> **Exercise instructions**
Find and copy each line of the records where the string "align" shows up.

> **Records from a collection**
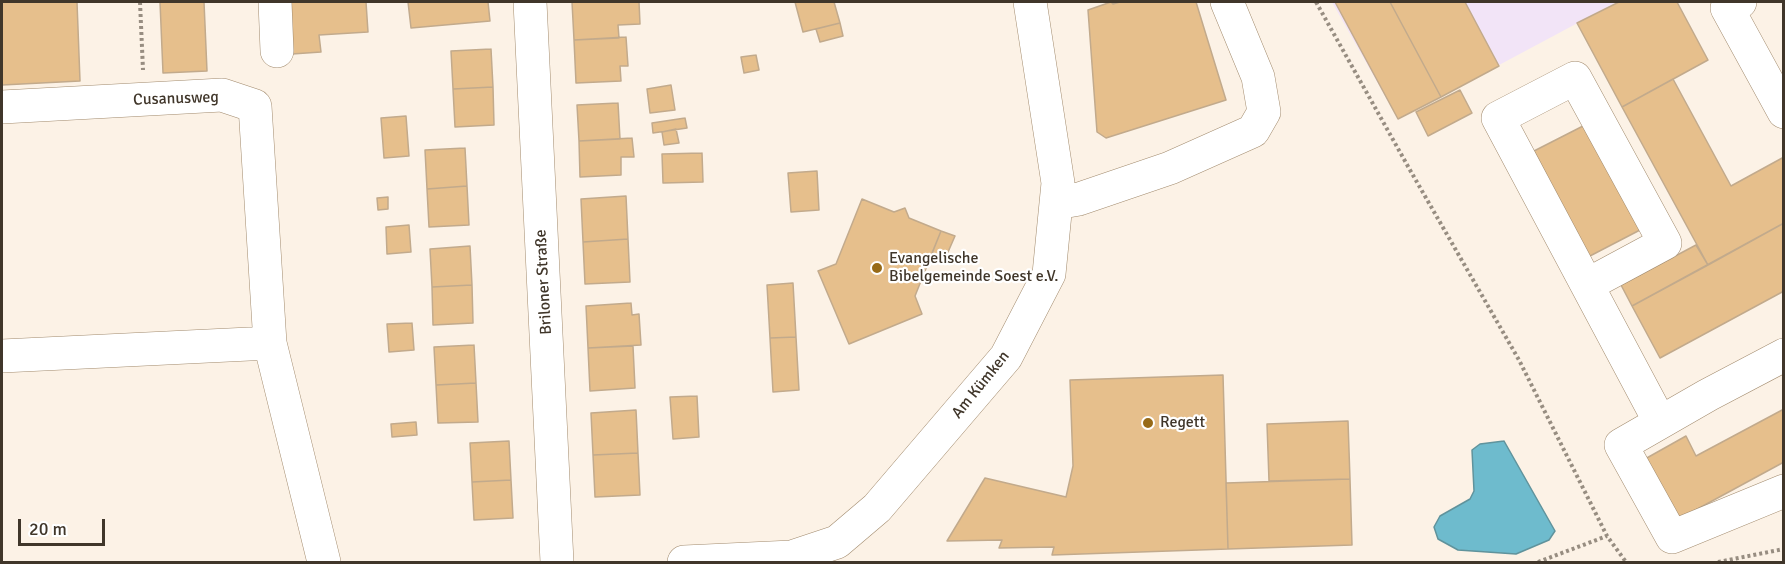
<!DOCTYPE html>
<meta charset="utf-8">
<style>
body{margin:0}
#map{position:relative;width:1785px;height:564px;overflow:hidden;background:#fcf2e6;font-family:Signika,sans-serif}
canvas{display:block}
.frame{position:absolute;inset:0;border:3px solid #40362a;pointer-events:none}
.scale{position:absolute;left:18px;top:519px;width:87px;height:27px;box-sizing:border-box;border:3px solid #40362a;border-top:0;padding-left:8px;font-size:18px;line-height:21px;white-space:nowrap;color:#40362a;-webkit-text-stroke:4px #fff;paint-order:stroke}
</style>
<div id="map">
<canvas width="1785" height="564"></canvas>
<div class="frame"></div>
<div class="scale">20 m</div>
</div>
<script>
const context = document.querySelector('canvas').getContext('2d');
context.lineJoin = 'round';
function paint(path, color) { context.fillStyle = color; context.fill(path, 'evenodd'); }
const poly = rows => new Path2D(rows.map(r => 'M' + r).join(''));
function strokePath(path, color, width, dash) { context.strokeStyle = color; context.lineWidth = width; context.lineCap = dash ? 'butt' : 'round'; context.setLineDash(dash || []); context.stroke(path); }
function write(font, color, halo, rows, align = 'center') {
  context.font = font + ' Signika,sans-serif'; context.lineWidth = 4.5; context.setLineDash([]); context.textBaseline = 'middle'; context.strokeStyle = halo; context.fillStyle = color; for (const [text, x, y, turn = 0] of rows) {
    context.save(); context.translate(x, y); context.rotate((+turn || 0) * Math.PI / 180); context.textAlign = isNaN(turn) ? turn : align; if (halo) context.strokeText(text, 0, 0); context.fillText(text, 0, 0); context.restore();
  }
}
const industrial = poly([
 [1332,2,1617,2,1398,119]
]);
const water = poly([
 [1504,441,1555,531,1549,540,1516,554,1458,550,1438,539,1434,527,1440,516,1470,499,1474,491,1472,450,1480,444,1504,441]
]);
const building = poly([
 [2,2,77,2,80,81,2,85,2,2],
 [160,2,204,2,207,71,163,73,160,2],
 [288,2,366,2,368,32,319,35,321,52,292,54,288,2],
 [408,2,488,2,490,21,411,28,408,2],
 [572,2,639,2,640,24,618,25,619,38,574,40,572,2],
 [795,2,834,2,840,23,803,32,795,2],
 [1111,2,1113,4,1120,2,1196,2,1226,100,1106,138,1097,132,1088,10,1111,2],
 [1335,2,1390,2,1441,97,1398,119,1335,2],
 [1390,2,1465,2,1499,66,1441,97,1390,2],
 [1619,2,1677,2,1708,60,1622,107,1577,23,1619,2],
 [840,23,843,36,820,42,816,29,840,23],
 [626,37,628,66,620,66,621,81,576,83,574,40,626,37],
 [491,49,493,87,453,89,451,51,491,49],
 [756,55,759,70,744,73,741,57,756,55],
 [1673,79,1731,186,1784,157,1784,223,1708,265,1622,107,1673,79],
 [671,85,675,110,650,113,647,89,671,85],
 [493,87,494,125,455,127,453,89,493,87],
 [1460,90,1472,113,1428,136,1416,112,1460,90],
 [618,103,620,139,579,141,577,105,618,103],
 [406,116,409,156,384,158,381,118,406,116],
 [685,118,687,128,653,133,652,123,685,118],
 [1585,125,1640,230,1588,257,1534,151,1585,125],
 [676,129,679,143,664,145,662,132,676,129],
 [632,138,634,157,621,157,621,175,580,177,579,141,632,138],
 [465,148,467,186,427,189,425,150,465,148],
 [702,153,703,182,663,183,662,154,702,153],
 [817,171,819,210,791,212,788,173,817,171],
 [467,186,469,225,429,227,427,189,467,186],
 [626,196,628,239,583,242,581,199,626,196],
 [388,197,388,209,378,210,377,198,388,197],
 [862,199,894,212,905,208,909,218,941,231,915,296,922,314,849,344,818,271,836,264,862,199],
 [1784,223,1784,291,1660,358,1632,306,1784,223],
 [409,225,411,252,387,254,386,227,409,225],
 [941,231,955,236,945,259,932,253,941,231],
 [628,239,630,282,585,284,583,242,628,239],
 [1696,245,1708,265,1632,306,1621,285,1696,245],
 [470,246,472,285,432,287,430,249,470,246],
 [793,283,796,337,770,338,767,285,793,283],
 [472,285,473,323,433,325,432,287,472,285],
 [631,303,632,315,639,314,641,345,588,348,586,306,631,303],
 [412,323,414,350,389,352,387,324,412,323],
 [796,337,799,390,773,392,770,338,796,337],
 [474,345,476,383,436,385,434,347,474,345],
 [633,346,635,388,590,391,588,348,633,346],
 [1223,375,1228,549,1052,555,1054,547,999,548,1002,540,947,541,985,478,1066,497,1073,466,1070,380,1223,375],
 [476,383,478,422,438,423,436,385,476,383],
 [697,396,699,437,673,439,670,397,697,396],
 [1784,409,1784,462,1677,520,1645,459,1686,436,1696,456,1784,409],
 [636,410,638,453,593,455,591,413,636,410],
 [1348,421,1350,479,1269,481,1267,424,1348,421],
 [416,422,417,435,392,437,391,424,416,422],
 [509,441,511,480,472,482,470,443,509,441],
 [638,453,640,495,595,497,593,455,638,453],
 [1350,479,1352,545,1228,549,1226,483,1350,479],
 [511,480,513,518,474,520,472,482,511,480]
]);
const path = poly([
 [140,2,143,70],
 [1316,2,1410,170,1519,360,1607,536,1626,562],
 [1538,562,1607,536],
 [1718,562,1784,549]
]);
const minor = poly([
 [275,2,277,51],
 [530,2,557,562],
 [1740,2,1727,8,1784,112],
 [2,107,222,95,255,106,270,343,324,562],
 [1056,203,1079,199,1170,168,1253,131,1264,112,1258,77,1227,2],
 [1587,285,1665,243,1575,78,1498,118,1660,422],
 [1784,355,1708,395,1621,445,1672,537,1784,491],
 [2,356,270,343],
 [684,562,792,557,837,542,877,508,1006,357,1049,274,1058,183,1030,2]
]);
const markers = [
 [877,268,6,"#976a18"],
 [1148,423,6,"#976a18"]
];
const streetNames = [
 ["Cusanusweg",176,99,-2],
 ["Briloner Straße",544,282,-93],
 ["Am Kümken",981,385,-51]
];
const poiNames = [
 ["Evangelische",889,259],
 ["Bibelgemeinde Soest e.V.",889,277],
 ["Regett",1160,423]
];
paint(industrial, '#f2e4f7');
paint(water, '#6ebbcd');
strokePath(water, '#60939c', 1.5);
paint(building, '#e6bf8c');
strokePath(building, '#c2aa8c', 1.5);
strokePath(minor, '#a28b6e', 34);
strokePath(path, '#978d81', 4, [3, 3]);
strokePath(minor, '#fff', 33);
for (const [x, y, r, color] of markers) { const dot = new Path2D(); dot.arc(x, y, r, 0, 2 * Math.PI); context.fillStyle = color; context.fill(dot); strokePath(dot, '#fff', 2); }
write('16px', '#40362a', '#fff', streetNames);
write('16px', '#40362a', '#fff', poiNames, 'left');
</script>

> **Solved problem**
function write(font, color, halo, rows, align = 'center') {
    context.save(); context.translate(x, y); context.rotate((+turn || 0) * Math.PI / 180); context.textAlign = isNaN(turn) ? turn : align; if (halo) context.strokeText(text, 0, 0); context.fillText(text, 0, 0); context.restore();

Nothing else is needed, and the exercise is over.